Before I can start a novel or a story at all, I need to have a place that I want to go. When I was younger, there was that default space-opera future that SF was supposed to be about. And cyberpunk was about breaking out of that. I never had any interest in being a hereditary aristocrat in the Space Navy! Misfits doing crazy things, that’s what I like. Mad scientists.
What might I do next? Maybe space travel as long as we don’t use a boring metal spaceship or, please no, not a generation starship. In Million Mile Road Trip had them travel across the galaxy in a car. In Frek and the Elixir (2004) I had them do huge hops in a living UFO. And of course Robert Sheckley’s characters had space hoppers in their driveway, or they bought one at something like a used car lot—maybe I could go back and do that. Sheckley is forever the great hero of my youth.
Biotech has endless possibilities, and I touched on some of them in Saucer Wisdom (which is a novel in the same way that Nabokov’s Pale Fire is a novel), and in Postsingular, and again in Teep. I’m also fascinated by the notion of ubiquitous physical computation, and the “hylozoic” notion that things might be conscious and alive.

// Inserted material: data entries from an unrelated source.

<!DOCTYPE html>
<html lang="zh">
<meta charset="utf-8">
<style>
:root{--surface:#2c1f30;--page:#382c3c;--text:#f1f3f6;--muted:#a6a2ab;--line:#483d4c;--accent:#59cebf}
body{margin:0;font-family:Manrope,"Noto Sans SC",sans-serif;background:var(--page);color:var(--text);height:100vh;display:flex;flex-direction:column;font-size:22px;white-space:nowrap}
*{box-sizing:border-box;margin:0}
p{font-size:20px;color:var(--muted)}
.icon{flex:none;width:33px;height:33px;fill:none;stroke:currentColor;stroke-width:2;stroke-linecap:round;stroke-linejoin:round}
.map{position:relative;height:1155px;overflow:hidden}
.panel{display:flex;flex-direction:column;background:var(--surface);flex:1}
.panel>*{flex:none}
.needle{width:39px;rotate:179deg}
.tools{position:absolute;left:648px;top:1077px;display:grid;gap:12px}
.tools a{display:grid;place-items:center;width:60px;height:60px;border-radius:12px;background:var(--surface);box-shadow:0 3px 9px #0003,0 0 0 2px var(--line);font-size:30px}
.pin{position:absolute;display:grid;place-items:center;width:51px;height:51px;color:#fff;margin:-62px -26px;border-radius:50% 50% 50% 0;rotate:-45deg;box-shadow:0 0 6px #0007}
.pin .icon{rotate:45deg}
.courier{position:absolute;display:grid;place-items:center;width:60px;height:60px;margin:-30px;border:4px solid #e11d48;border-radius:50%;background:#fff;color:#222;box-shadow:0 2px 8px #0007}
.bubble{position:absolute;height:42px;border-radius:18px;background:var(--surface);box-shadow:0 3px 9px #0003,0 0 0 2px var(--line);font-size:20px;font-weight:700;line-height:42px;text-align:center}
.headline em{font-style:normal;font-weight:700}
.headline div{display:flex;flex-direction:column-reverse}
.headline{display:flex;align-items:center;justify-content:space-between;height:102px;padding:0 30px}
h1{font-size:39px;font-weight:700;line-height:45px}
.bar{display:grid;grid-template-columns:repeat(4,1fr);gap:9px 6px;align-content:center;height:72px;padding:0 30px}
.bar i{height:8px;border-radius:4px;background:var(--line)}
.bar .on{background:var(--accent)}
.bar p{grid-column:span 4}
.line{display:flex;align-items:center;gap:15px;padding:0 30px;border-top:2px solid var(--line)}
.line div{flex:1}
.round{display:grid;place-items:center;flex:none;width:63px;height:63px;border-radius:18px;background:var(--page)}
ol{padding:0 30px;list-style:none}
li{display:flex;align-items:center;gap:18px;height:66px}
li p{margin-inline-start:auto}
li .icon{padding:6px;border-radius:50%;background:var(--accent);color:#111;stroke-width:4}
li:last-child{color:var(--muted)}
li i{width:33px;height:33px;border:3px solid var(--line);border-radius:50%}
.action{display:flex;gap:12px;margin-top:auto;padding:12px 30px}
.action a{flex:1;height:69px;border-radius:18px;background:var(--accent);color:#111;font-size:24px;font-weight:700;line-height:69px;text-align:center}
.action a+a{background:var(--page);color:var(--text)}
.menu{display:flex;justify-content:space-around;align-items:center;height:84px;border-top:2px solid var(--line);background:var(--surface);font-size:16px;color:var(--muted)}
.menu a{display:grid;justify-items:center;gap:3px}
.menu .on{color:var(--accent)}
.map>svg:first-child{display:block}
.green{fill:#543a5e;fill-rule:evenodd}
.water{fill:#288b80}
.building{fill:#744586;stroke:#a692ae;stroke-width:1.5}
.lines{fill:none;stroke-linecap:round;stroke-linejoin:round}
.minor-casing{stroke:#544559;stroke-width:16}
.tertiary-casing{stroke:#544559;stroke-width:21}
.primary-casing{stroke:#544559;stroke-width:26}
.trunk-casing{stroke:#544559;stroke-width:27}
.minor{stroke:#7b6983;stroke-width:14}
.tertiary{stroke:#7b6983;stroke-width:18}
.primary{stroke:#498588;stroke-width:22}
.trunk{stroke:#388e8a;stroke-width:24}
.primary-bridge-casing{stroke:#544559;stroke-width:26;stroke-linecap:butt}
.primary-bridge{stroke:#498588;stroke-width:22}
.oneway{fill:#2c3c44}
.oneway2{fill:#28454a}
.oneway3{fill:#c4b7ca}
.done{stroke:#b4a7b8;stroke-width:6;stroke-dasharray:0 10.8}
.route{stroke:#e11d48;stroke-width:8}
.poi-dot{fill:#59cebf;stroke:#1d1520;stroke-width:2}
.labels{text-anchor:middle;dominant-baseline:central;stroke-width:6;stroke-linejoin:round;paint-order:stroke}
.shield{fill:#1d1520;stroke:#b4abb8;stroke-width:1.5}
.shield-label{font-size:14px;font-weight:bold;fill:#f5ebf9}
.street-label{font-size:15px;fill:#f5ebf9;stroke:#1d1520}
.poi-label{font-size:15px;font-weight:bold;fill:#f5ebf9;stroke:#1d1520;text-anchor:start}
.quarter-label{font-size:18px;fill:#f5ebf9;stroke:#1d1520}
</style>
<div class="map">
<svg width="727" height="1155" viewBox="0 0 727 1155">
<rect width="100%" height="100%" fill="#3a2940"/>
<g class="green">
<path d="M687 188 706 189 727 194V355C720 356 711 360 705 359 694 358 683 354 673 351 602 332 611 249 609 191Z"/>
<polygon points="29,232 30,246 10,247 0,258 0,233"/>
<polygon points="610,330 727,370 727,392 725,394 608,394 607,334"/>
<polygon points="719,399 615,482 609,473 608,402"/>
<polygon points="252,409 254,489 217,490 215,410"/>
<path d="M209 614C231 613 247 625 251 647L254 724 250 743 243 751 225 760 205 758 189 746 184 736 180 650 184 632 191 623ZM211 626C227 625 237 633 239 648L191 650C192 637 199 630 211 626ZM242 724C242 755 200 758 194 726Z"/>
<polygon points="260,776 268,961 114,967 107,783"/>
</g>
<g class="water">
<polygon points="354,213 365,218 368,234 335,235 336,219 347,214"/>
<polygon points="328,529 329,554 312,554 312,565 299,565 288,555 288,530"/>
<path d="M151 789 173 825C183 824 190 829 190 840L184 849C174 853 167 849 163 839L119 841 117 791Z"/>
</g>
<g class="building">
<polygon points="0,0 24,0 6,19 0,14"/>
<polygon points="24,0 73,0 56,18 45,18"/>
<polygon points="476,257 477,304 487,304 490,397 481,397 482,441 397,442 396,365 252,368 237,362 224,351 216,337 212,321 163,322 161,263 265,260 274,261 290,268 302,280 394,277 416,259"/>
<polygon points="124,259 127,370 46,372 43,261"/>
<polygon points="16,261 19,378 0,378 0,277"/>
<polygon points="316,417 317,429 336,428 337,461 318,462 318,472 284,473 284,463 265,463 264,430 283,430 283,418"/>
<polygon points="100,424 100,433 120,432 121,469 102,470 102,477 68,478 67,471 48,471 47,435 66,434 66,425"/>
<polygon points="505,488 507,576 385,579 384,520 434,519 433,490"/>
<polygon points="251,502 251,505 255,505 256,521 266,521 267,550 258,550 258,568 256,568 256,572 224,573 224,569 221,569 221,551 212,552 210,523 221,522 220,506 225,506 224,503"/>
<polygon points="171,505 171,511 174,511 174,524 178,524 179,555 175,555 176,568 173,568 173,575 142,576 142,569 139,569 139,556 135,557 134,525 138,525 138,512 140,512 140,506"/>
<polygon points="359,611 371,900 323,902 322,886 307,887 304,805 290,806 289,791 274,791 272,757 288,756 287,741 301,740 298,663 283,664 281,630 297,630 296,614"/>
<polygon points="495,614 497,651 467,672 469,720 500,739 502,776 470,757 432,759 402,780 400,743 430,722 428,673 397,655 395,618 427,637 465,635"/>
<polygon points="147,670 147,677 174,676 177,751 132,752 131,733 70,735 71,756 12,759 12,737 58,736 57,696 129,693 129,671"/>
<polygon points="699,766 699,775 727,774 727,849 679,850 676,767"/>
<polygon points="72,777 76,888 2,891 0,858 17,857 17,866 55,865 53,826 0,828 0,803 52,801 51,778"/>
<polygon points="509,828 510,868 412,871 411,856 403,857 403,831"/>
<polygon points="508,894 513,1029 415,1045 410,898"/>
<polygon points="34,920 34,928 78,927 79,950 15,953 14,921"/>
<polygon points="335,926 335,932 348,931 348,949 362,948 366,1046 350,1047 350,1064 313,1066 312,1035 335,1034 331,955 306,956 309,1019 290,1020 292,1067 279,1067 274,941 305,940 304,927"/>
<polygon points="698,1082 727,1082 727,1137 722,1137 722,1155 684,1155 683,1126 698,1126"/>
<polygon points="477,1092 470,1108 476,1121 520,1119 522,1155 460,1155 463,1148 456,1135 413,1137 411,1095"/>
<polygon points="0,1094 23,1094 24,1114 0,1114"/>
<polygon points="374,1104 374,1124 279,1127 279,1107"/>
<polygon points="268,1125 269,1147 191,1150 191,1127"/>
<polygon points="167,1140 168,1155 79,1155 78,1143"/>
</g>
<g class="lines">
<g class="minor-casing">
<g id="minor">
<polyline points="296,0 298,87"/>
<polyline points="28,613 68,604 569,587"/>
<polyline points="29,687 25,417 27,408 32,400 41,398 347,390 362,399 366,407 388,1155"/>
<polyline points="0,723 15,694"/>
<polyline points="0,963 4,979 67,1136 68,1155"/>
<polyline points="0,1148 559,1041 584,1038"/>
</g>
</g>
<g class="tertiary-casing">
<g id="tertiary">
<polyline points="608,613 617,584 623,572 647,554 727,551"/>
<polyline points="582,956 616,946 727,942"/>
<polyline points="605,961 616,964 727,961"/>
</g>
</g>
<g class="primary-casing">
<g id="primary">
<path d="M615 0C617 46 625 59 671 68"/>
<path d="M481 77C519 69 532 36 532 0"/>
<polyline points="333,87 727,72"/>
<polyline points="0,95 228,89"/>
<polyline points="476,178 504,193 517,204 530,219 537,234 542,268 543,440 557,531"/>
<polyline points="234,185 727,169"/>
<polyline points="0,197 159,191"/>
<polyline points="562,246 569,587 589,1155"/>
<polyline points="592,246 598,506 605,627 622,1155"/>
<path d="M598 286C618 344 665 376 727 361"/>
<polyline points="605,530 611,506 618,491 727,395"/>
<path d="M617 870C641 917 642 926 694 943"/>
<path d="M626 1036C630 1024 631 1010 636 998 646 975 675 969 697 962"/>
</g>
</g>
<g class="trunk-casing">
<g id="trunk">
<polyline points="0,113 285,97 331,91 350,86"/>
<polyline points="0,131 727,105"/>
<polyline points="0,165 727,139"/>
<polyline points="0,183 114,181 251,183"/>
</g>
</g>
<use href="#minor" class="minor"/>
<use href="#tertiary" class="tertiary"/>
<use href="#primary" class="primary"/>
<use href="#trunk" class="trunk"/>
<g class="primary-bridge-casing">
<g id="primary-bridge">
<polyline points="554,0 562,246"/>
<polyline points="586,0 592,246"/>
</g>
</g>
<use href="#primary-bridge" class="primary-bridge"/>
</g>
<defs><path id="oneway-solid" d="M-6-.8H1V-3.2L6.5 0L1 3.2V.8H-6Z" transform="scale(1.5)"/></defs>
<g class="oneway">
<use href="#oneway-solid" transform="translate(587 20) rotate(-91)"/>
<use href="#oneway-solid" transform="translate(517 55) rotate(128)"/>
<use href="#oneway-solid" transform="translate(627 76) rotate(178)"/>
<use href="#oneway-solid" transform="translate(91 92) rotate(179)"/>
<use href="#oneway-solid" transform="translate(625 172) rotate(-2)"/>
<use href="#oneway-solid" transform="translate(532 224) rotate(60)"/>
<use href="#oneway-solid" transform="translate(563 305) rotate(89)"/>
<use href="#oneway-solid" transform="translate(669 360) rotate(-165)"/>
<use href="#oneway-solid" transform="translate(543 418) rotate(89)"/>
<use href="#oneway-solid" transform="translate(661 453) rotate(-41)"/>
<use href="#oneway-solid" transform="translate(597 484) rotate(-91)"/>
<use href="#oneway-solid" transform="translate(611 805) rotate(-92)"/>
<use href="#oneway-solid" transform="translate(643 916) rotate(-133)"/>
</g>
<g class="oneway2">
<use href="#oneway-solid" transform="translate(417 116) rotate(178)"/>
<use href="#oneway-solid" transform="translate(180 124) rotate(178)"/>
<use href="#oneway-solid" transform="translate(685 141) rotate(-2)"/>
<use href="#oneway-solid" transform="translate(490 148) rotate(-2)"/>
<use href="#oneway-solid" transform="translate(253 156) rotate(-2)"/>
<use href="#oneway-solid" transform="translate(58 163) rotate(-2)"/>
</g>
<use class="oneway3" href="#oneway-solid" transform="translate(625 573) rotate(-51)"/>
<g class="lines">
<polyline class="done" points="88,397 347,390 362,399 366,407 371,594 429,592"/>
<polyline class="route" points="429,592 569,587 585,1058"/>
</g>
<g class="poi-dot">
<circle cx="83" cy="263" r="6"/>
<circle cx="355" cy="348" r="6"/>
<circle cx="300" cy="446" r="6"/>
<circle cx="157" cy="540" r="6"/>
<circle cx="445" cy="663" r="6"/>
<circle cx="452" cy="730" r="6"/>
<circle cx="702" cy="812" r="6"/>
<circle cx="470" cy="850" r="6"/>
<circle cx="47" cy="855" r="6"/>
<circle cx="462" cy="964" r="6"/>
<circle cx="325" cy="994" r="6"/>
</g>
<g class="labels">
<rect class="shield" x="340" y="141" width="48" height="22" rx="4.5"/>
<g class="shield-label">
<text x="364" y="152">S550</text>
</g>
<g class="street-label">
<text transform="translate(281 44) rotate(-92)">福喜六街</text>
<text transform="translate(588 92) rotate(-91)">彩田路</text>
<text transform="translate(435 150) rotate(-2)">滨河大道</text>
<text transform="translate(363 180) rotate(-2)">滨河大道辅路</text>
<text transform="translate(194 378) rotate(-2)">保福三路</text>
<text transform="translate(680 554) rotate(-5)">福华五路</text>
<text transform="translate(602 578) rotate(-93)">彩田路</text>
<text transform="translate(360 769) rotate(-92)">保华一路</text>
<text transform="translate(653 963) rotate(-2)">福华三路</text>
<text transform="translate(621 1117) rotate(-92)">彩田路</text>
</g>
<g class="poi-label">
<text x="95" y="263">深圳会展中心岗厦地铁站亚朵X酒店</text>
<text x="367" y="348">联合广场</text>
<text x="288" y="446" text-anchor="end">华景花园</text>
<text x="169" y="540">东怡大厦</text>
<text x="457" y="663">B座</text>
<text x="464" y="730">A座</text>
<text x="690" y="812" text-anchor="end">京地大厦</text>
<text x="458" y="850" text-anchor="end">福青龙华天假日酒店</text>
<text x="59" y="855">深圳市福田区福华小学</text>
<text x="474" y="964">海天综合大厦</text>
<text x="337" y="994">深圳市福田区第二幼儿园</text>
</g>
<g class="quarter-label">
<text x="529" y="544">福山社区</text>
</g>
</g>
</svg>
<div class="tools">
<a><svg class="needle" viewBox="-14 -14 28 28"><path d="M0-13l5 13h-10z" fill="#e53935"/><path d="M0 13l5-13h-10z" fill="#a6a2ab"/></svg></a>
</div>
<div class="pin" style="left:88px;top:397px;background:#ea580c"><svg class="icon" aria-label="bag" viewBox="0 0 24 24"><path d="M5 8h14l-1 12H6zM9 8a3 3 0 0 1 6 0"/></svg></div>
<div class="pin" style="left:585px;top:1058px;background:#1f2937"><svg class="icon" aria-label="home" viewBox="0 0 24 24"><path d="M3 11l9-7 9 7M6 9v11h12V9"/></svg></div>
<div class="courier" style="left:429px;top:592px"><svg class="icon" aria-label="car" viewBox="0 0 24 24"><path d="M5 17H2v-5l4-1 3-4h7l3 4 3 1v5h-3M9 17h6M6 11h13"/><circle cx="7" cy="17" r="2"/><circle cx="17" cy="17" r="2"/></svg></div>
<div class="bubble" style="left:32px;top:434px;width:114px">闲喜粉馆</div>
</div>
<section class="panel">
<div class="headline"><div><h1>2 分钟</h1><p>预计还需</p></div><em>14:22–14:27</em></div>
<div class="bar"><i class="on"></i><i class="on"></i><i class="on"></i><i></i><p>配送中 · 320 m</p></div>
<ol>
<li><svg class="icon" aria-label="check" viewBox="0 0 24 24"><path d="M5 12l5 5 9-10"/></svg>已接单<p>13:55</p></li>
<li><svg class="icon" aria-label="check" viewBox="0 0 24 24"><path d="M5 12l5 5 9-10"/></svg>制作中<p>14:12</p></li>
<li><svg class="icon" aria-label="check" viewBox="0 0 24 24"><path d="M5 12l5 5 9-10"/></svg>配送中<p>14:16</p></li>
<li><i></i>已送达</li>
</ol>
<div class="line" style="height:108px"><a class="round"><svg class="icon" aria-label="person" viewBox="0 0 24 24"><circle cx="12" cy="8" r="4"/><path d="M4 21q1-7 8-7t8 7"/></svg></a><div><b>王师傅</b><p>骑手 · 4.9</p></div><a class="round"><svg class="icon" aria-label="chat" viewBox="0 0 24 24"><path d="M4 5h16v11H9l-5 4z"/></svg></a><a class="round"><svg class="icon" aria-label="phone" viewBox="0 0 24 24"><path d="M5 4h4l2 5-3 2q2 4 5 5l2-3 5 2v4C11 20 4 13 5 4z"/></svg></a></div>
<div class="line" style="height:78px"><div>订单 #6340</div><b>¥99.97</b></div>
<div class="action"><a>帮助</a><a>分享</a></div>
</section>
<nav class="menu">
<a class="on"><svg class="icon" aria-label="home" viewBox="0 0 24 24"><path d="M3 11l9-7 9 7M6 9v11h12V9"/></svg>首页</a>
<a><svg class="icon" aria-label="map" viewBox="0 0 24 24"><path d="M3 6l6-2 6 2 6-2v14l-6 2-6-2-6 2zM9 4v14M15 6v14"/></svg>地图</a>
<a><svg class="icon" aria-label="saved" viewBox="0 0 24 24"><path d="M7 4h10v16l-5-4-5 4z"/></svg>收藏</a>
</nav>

I ran with that in Hylozoic.
I’ve always liked the 1940s or 1950s stuff, with the mad scientist in his or her garage. Gyro Gearloose! It would be fun to write about that totally new thing that a lone mad scientist might discover in the next thirty years, a fun idea like a new wind-up toy I can put through its paces.
The science news is eternally a holiday parade that doesn’t end. Grab hold of anything you see. Tweak it a little bit, and make it your own. Connect it in some way to your actual personal life—that’s the transreal move. And go a little meta—that’s a tricky tactic I’m forever trying to master—flip your idea up a level and into something having to do with states of consciousness, or with the nature of language, or with the meaning of dreams.
There’s still so much. We’re just getting started. We’re doing it wrong. We’re getting better.
Thank you Rudy Rucker for speaking with us!